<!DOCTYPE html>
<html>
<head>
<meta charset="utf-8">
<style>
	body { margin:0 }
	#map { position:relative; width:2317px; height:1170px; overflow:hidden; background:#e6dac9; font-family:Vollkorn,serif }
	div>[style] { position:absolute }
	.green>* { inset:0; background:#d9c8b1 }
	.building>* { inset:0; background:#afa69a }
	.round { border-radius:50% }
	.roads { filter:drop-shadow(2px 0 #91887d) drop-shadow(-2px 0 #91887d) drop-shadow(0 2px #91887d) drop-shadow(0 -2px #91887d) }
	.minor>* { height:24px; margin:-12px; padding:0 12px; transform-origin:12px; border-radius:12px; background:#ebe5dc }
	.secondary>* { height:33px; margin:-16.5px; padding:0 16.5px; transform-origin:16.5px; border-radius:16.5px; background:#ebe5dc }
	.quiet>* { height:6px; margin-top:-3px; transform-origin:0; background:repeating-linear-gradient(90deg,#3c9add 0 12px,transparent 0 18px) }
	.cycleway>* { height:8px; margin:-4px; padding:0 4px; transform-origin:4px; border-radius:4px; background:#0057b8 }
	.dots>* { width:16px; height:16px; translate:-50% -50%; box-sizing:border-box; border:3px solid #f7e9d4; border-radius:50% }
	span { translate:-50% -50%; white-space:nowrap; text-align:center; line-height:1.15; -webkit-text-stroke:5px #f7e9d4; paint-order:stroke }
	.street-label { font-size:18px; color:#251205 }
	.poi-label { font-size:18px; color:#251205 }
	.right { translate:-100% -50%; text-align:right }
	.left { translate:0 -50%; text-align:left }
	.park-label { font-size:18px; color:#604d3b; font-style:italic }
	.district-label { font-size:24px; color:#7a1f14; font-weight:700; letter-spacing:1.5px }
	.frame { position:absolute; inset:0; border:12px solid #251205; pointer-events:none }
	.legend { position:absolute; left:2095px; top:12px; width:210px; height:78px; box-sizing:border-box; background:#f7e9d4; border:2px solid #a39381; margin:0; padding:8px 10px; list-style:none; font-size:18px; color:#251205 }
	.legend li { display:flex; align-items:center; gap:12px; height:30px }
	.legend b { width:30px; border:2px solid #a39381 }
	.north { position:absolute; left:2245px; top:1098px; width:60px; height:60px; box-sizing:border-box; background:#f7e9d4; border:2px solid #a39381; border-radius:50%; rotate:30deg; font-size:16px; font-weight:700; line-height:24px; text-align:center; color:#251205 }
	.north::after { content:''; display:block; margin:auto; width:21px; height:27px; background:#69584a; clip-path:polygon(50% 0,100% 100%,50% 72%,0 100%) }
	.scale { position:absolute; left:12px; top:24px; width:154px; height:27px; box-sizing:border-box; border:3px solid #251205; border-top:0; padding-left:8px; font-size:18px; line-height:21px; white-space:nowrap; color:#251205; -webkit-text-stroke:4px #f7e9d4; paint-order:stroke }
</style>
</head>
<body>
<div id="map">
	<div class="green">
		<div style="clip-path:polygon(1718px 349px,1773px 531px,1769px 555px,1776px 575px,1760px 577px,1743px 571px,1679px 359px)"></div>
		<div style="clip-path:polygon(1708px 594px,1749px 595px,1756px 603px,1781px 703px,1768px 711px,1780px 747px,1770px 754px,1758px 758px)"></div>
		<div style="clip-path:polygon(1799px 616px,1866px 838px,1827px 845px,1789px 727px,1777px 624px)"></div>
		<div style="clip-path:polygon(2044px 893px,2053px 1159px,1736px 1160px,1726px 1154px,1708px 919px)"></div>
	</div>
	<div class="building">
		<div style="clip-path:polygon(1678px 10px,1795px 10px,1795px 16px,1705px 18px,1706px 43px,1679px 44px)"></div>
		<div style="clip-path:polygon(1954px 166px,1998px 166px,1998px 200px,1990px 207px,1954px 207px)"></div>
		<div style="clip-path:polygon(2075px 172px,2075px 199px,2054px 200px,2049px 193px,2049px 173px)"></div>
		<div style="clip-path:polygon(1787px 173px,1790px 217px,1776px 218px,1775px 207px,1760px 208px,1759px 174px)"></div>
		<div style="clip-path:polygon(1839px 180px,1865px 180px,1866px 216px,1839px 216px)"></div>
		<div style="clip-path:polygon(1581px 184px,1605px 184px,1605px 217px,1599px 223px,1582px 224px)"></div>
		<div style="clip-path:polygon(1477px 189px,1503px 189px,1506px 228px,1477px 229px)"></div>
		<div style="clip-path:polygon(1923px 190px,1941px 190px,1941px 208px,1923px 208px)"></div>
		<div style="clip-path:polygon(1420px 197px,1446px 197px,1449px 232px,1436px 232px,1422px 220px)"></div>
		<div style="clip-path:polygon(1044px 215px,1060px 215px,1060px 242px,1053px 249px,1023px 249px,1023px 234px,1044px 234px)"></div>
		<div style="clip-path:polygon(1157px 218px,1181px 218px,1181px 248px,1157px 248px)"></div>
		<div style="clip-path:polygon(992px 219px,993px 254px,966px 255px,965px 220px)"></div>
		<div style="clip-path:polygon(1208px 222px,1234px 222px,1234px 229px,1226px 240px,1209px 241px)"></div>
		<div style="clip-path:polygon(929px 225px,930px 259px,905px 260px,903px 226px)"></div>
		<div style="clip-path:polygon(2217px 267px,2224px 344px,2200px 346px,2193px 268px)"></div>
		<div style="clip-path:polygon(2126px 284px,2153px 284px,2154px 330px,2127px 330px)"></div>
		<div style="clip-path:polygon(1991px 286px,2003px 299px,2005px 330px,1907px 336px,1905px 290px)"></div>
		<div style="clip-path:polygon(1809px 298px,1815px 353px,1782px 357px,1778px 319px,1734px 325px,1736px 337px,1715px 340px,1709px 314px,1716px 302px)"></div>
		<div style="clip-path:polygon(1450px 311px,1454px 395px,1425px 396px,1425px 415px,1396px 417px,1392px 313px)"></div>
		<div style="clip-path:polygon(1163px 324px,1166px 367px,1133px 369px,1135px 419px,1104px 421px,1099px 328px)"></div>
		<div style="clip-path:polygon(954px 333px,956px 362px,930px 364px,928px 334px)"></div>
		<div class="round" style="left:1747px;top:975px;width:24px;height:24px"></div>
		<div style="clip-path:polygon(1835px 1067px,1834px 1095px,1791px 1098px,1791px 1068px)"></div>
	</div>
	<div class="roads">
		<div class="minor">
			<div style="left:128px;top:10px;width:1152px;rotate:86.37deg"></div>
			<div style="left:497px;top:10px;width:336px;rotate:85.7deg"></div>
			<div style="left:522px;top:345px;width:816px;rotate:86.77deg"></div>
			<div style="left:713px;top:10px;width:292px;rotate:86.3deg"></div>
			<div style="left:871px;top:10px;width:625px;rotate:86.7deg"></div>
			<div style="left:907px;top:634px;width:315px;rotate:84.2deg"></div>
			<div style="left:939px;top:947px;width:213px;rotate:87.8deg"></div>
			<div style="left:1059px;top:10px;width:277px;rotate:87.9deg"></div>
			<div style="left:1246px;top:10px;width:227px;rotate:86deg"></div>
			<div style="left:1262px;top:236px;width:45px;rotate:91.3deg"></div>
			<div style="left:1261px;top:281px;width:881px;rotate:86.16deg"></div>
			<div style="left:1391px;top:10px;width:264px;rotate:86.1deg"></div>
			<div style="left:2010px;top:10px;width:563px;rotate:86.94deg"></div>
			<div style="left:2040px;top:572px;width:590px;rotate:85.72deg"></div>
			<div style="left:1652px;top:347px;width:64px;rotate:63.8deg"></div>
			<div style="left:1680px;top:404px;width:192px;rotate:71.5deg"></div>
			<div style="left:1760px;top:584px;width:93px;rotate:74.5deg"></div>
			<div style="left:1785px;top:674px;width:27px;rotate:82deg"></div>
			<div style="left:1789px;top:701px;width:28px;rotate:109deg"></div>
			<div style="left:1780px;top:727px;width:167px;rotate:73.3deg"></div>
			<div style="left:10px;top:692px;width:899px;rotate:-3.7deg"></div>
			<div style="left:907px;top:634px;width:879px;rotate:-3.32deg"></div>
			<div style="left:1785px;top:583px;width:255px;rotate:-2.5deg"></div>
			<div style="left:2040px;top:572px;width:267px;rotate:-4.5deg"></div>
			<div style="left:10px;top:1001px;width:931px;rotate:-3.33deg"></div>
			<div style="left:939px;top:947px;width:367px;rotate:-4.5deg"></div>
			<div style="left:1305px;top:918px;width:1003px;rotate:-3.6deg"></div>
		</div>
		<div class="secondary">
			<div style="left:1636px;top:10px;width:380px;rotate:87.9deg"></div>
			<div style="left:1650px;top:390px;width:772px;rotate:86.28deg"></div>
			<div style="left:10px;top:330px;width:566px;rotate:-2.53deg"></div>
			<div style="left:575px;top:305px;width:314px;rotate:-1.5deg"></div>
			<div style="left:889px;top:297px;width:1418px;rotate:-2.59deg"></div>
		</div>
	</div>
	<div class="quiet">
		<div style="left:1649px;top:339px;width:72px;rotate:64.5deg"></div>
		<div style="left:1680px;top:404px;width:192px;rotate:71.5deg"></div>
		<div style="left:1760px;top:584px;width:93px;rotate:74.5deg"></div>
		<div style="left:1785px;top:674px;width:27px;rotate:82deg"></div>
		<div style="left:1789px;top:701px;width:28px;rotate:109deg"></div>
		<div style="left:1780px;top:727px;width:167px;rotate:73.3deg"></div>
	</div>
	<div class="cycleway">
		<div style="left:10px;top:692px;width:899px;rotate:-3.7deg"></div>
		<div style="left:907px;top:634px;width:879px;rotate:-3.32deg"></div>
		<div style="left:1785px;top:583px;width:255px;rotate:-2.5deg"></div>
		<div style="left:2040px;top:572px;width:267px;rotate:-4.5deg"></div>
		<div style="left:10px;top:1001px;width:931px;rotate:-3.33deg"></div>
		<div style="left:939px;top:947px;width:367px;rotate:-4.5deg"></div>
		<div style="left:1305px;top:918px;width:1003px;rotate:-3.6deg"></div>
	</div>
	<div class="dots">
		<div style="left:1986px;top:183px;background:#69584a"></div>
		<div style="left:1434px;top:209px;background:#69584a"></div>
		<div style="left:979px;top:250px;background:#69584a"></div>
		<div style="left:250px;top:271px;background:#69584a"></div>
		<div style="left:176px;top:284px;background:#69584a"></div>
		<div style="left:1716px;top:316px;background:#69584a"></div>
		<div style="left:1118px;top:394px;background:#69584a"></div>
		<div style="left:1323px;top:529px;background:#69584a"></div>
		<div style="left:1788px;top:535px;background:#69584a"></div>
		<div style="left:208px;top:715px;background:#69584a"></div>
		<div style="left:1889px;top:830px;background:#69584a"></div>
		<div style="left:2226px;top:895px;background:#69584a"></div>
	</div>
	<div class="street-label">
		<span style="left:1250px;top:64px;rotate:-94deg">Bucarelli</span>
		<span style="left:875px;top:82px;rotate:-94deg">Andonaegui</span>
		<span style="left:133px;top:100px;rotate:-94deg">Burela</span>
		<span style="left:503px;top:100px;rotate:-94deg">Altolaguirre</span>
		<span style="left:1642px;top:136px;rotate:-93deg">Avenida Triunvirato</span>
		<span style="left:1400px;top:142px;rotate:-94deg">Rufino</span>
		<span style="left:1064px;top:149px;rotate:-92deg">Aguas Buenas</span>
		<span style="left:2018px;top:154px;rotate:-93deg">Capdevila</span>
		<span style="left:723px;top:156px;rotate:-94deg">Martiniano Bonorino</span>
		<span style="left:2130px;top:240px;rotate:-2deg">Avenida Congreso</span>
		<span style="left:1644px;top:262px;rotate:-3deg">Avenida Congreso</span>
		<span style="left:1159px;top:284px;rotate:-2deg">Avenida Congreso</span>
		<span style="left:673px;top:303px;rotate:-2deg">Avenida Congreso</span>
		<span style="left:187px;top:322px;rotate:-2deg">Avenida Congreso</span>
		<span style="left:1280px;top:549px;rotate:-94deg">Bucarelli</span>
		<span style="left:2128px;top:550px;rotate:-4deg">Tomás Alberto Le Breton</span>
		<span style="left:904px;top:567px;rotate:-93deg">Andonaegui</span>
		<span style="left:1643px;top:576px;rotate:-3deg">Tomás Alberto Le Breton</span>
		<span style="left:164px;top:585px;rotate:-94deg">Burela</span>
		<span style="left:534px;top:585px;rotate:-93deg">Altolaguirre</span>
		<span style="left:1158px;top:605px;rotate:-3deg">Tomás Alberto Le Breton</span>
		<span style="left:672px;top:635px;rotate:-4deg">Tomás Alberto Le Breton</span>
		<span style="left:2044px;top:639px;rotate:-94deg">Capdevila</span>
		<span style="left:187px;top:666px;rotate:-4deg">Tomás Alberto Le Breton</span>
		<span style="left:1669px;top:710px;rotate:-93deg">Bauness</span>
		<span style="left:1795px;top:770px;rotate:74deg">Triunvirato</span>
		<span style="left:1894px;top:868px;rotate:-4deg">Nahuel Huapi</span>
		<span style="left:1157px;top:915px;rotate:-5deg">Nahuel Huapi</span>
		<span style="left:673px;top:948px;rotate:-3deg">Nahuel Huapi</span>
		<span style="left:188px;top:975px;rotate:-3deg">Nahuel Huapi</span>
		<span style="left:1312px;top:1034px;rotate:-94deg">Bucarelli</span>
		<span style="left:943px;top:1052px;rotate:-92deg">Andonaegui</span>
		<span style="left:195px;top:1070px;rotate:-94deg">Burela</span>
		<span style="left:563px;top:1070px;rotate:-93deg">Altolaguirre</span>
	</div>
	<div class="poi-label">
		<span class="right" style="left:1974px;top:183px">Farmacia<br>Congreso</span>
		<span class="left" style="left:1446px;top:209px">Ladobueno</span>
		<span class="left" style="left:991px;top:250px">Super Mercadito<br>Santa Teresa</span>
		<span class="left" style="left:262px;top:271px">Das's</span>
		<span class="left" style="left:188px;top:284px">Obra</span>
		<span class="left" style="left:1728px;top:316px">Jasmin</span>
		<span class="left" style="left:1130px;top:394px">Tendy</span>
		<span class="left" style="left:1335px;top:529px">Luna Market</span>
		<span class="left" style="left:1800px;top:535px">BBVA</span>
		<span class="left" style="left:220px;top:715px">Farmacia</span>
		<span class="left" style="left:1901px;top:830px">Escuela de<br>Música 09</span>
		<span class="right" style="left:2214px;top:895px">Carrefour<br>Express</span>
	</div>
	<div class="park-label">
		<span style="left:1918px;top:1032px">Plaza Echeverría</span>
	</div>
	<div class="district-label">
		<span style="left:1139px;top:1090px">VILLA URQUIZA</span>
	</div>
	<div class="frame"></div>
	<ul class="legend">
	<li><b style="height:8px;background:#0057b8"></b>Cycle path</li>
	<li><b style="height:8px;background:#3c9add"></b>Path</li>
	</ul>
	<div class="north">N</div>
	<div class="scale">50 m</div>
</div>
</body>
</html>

::::::::::

### Activity
Give back exactly what runs from the first line of the listing above to the line that contains "position:relative; width:2317px; height:1170px;", keeping both end lines.

### Response to the exercise
<!DOCTYPE html>
<html>
<head>
<meta charset="utf-8">
<style>
	body { margin:0 }
	#map { position:relative; width:2317px; height:1170px; overflow:hidden; background:#e6dac9; font-family:Vollkorn,serif }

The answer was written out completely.